#### DATA ####

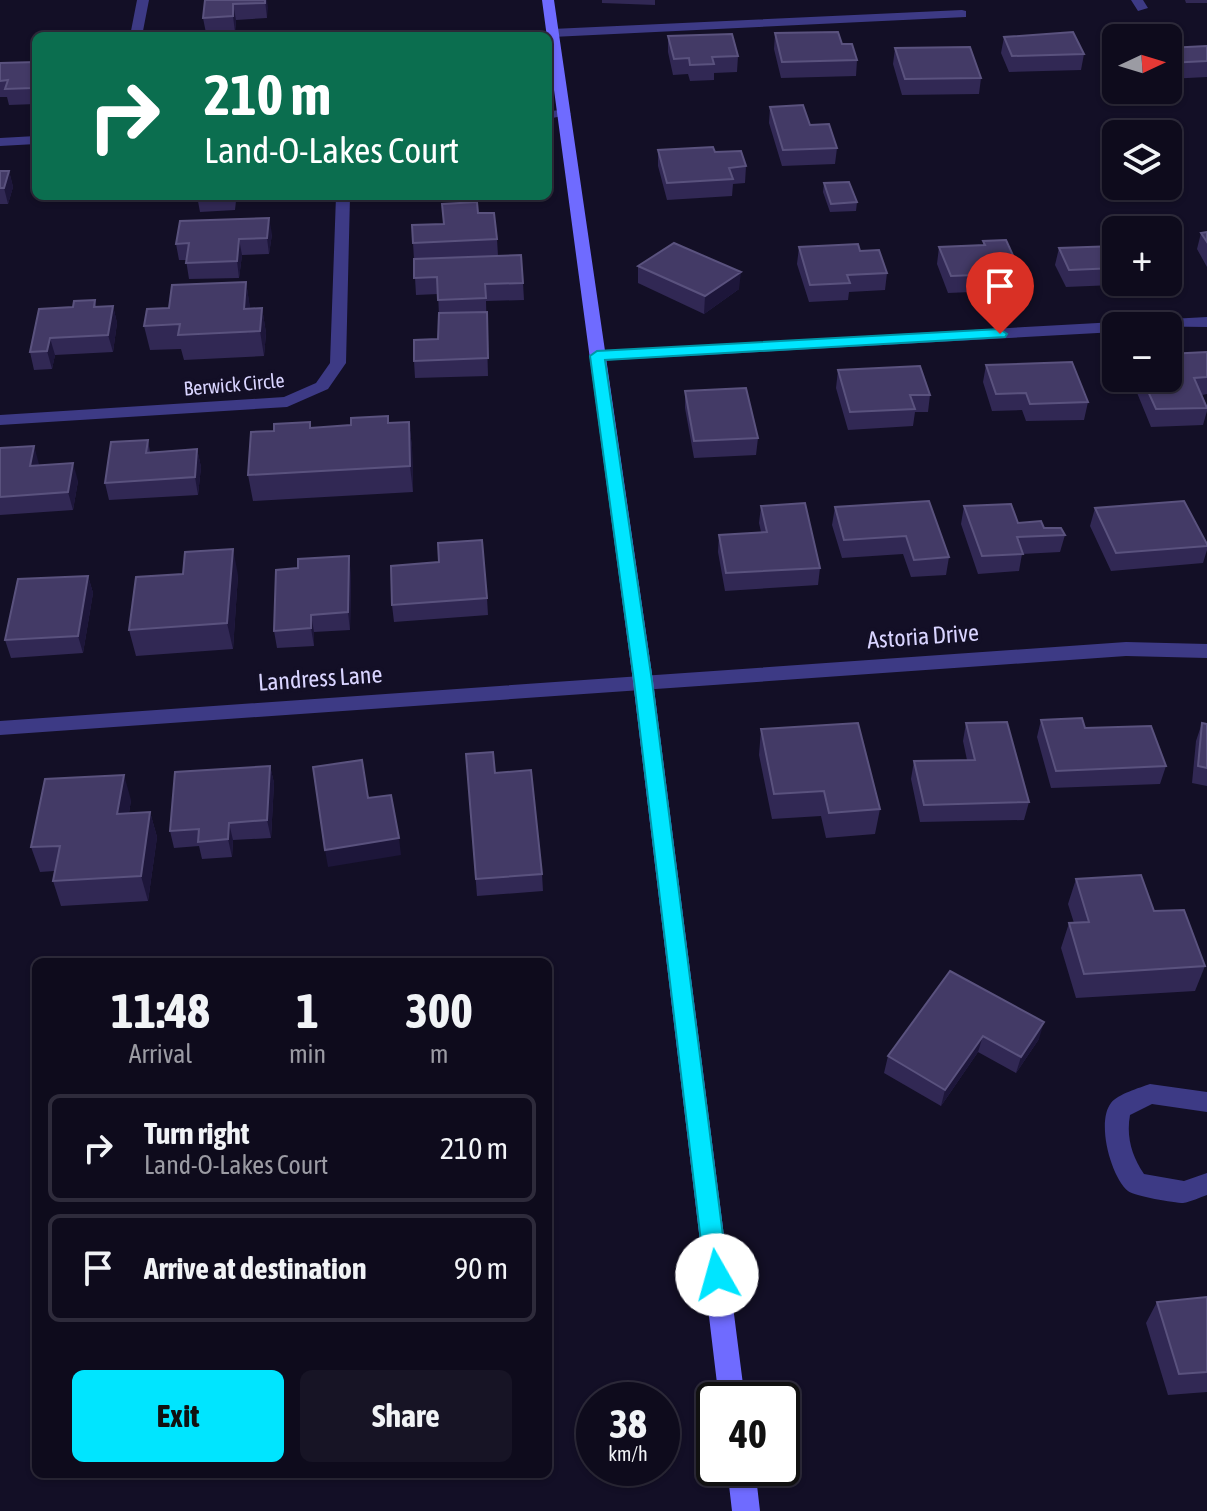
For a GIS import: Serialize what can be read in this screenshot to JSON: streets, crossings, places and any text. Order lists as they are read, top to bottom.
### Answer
{
  "streets": {
    "street": ["Berwick Circle", "Astoria Drive", "Landress Lane"]
  },
  "crossings": [
    ["Astoria Drive", "Landress Lane"]
  ],
  "north": "right",
  "page": {
    "map_buttons": ["+", "−"],
    "turn": ["210 m", "Land-O-Lakes Court"],
    "eta": [
      "11:48",
      "Arrival",
      "1",
      "min",
      "300",
      "m"
    ],
    "list": [
      {
        "name": "Turn right",
        "note": "Land-O-Lakes Court",
        "value": "210 m"
      },
      {
        "name": "Arrive at destination",
        "value": "90 m"
      }
    ],
    "buttons": ["Exit", "Share"],
    "speed": "38 km/h",
    "limit": "40"
  }
}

####

THE TASK —
In the copy, each entry above must match exactly, and no picture may be carried over.

REPLY TO THE EXERCISE —
For a GIS import: Serialize what can be read in this screenshot to JSON: streets, crossings, places and any text. Order lists as they are read, top to bottom.
### Answer
{
  "streets": {
    "street": ["Berwick Circle", "Astoria Drive", "Landress Lane"]
  },
  "crossings": [
    ["Astoria Drive", "Landress Lane"]
  ],
  "north": "right",
  "page": {
    "map_buttons": ["+", "−"],
    "turn": ["210 m", "Land-O-Lakes Court"],
    "eta": [
      "11:48",
      "Arrival",
      "1",
      "min",
      "300",
      "m"
    ],
    "list": [
      {
        "name": "Turn right",
        "note": "Land-O-Lakes Court",
        "value": "210 m"
      },
      {
        "name": "Arrive at destination",
        "value": "90 m"
      }
    ],
    "buttons": ["Exit", "Share"],
    "speed": "38 km/h",
    "limit": "40"
  }
}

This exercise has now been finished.